As the weeks grew into months and into years my thoughts of her became hallucinations, until our time together became irreconcilable with reality.  Finally all that preoccupied me when I did think of her was the ease with which she had cut the silken thread that binds us all to those we’ve loved.  All that remained of her was the clock; through all the joys and pain that life flung at me it continued to mark the passing of time.  Everywhere I travelled and stayed I always found a place for it.  I worked to its reassuring noise, made love in front of its unabashed face and grew old and content in its turning hands.  It remained constant and true, the only evidence to prove my past love had a kernel of reality.

And so my life continued with more happiness than sadness.  I married and children came giving my wife and I joy before they left to fight their own battles with time.  I was successful and our lifestyle became grand and comfortable but still I managed to find a place for the clock.  It had quickly lost its brightness but still I ended my day by winding life into it.

The reality of those few months had not lasted as long as the metallic sheen of the clock and I knew what I carried with me some 40 years after was the distillation of a dream.  It wasn’t the woman I was in love with, just the romantic idea I had created out of the pathetic remains.  The attraction lay in the pain, in the closeness of disaster that we all need to prove we’re still alive.  What I’d seen, or what I’d thought I’d seen in her was insane and dangerous: a maelstrom of destructive masochistic emotion; complete and total love for me.  It was the only time in my life that I’d stared into the abyss of unfettered passion.

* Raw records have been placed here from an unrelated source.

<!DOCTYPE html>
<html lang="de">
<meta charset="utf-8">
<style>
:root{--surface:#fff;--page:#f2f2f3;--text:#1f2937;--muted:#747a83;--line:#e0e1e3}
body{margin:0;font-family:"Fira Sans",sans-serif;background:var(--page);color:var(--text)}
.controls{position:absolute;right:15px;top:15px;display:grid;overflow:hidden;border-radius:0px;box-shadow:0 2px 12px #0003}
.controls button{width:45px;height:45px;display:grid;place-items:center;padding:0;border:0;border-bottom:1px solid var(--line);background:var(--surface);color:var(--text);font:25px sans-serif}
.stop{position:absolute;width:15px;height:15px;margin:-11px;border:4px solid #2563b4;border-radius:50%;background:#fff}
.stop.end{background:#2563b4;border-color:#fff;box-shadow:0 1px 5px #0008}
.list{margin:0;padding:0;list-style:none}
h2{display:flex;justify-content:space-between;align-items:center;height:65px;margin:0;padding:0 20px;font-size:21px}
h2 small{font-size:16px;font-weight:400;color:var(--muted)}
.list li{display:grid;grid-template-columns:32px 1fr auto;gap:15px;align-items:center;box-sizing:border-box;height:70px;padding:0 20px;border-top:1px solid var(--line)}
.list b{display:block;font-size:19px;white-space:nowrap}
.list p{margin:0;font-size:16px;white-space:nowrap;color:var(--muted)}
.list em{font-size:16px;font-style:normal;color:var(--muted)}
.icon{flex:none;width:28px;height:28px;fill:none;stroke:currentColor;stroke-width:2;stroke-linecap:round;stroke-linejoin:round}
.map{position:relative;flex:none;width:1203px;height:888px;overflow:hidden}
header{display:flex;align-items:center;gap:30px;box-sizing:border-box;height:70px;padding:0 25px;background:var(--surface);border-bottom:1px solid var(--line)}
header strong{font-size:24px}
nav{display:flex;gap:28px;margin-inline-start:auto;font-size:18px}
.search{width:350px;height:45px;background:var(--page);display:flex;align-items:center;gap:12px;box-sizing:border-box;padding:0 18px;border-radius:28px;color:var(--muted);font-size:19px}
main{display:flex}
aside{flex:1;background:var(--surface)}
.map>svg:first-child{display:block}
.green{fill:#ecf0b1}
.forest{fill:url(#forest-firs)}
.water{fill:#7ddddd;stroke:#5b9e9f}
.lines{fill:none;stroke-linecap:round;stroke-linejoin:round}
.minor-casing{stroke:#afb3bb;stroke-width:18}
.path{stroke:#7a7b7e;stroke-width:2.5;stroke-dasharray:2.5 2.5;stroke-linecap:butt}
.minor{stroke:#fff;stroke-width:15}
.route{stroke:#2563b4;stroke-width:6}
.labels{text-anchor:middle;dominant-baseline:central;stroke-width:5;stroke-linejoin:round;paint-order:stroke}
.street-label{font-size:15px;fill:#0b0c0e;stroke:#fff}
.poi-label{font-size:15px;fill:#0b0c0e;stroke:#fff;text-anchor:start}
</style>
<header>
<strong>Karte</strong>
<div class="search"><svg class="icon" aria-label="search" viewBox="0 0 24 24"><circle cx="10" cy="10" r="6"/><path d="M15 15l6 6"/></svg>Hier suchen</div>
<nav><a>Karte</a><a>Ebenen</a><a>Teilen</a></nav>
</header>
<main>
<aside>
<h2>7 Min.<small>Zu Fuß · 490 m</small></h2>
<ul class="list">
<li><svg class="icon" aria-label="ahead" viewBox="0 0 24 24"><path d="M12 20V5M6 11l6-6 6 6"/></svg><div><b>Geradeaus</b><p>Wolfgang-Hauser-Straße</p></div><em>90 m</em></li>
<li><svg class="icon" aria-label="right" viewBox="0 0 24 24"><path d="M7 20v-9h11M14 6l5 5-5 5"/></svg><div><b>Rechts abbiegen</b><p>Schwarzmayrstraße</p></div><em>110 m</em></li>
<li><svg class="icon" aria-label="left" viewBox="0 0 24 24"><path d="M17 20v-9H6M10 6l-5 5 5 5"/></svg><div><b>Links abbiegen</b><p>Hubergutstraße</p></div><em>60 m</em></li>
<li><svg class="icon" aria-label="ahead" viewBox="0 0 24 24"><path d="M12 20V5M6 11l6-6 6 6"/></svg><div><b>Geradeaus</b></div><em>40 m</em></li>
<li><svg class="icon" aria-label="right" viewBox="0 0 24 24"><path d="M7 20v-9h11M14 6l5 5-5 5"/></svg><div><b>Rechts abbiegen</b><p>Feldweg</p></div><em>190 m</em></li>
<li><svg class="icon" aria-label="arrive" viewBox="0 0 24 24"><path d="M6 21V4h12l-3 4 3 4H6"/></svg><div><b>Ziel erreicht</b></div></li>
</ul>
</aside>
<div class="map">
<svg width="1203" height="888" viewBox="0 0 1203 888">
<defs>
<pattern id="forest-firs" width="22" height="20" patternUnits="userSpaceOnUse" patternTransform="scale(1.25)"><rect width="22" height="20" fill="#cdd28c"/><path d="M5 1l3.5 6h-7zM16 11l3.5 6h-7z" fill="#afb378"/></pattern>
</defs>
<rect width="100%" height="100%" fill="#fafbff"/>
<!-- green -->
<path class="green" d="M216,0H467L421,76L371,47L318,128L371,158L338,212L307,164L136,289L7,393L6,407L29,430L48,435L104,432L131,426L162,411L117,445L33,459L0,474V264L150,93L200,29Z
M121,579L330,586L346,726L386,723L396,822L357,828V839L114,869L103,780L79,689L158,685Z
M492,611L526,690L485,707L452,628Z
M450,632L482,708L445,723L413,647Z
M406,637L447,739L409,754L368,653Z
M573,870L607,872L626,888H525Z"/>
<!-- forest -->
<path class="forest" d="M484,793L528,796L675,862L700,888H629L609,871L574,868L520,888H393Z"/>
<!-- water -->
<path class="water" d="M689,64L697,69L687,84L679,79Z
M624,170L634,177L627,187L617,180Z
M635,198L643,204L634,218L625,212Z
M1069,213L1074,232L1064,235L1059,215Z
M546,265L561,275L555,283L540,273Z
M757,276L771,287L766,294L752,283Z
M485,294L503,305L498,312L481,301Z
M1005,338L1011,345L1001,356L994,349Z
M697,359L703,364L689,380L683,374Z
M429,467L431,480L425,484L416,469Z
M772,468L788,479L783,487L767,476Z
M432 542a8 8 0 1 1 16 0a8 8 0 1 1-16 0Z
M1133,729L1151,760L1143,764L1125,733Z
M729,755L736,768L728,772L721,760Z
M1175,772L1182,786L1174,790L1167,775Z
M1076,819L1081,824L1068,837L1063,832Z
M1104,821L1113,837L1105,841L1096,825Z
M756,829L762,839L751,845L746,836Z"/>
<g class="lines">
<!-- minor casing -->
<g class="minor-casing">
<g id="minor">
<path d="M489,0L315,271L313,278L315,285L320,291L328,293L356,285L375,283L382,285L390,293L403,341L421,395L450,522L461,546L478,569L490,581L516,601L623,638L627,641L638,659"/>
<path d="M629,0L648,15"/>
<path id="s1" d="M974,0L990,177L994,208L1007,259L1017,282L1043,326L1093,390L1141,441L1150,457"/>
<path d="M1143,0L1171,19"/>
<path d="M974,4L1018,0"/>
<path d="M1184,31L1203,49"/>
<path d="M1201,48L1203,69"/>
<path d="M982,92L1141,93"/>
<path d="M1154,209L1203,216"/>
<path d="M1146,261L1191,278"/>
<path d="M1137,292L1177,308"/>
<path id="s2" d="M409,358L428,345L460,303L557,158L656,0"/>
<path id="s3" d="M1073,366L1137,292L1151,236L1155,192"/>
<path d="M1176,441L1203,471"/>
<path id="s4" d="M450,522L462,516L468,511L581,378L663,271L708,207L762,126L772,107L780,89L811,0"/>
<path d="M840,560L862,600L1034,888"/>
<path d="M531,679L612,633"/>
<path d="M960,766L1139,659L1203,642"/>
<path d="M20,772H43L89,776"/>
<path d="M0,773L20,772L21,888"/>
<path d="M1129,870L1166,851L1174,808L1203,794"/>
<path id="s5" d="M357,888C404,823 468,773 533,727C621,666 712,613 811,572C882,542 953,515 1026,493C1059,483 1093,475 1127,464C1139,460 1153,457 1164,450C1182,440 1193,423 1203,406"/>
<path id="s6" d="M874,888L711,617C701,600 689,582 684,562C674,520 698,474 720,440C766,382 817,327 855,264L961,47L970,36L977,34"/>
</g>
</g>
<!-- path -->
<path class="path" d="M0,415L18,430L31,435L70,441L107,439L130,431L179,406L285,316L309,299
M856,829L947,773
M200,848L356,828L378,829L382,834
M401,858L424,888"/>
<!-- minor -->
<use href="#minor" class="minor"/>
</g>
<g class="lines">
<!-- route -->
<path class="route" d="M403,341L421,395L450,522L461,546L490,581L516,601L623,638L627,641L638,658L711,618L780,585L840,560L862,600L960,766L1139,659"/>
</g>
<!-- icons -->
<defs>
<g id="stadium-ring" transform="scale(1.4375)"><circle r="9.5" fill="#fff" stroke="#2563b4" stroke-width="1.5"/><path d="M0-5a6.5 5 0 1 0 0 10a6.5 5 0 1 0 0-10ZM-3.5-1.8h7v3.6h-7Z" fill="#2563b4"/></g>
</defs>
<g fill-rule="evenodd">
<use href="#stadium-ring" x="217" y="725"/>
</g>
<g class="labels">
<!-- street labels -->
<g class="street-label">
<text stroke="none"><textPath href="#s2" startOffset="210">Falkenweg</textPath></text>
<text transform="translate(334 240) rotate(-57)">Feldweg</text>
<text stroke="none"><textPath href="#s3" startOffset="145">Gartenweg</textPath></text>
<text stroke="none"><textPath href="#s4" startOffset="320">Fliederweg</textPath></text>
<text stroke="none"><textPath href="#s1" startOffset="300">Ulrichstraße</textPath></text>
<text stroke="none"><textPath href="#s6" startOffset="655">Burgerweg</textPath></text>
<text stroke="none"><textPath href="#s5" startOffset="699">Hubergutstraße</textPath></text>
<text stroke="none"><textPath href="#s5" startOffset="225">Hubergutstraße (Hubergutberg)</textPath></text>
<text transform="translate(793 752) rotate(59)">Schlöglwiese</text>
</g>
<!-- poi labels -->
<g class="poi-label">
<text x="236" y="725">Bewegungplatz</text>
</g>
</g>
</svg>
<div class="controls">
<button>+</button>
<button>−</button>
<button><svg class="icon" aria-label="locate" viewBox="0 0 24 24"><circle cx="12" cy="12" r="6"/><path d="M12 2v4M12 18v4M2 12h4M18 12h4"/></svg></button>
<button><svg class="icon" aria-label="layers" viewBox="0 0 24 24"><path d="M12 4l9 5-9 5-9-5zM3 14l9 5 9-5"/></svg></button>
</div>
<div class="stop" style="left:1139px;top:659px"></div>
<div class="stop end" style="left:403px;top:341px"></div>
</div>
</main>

It was my birthday, callers had been arriving all evening and I had been overwhelmed with socks and whiskey.  Grandchildren had run riot through the house while I guided everyone else around the glory of my garden.  Once the happy noise had been replaced by calm, my wife and I relaxed in the garden and the red inferno of the dying sun.  It had been a perfect day; I grasped her hand warmly and kissed it.  Finally we retreated from the inky darkness, my wife to warm the bed while I made my pilgrimage to wind the clock.

I knew something was wrong before I even turned the light on, something was missing, but I also had an unnerving feeling that something was present.  I hesitated in the doorway, my hand poised over the light switch.  I coughed nervously praying I wasn’t about to be assaulted by a burglar.  Nothing happened and the threat of imminent violence began to recede.  I laughed at my nervousness, I was too old to be frightened by the dark.

I flipped the switch and light chased the darkness into the corners of the room.  Were my eyes playing games?  Was that a figure I’d seen hunched over my desk in the instant between dark and illumination?  A sigh brushed my face and all the fears that I’d managed to dismiss came screaming back.  I couldn’t make my body move into or away from the room.  A curtain billowed behind the desk and I let out the breath I’d bitten down on.

Walking as calmly as possible I crossed the room, reached behind the curtain and closed the window to the cooling night air.  I smoothed out the curtains, turned back to face the room consciously slowing my breathing using the silence of the room as a counterbalance to the panic I’d felt.  Something was still unsettling me and then I realised it was the silence itself; the clock was no longer ticking.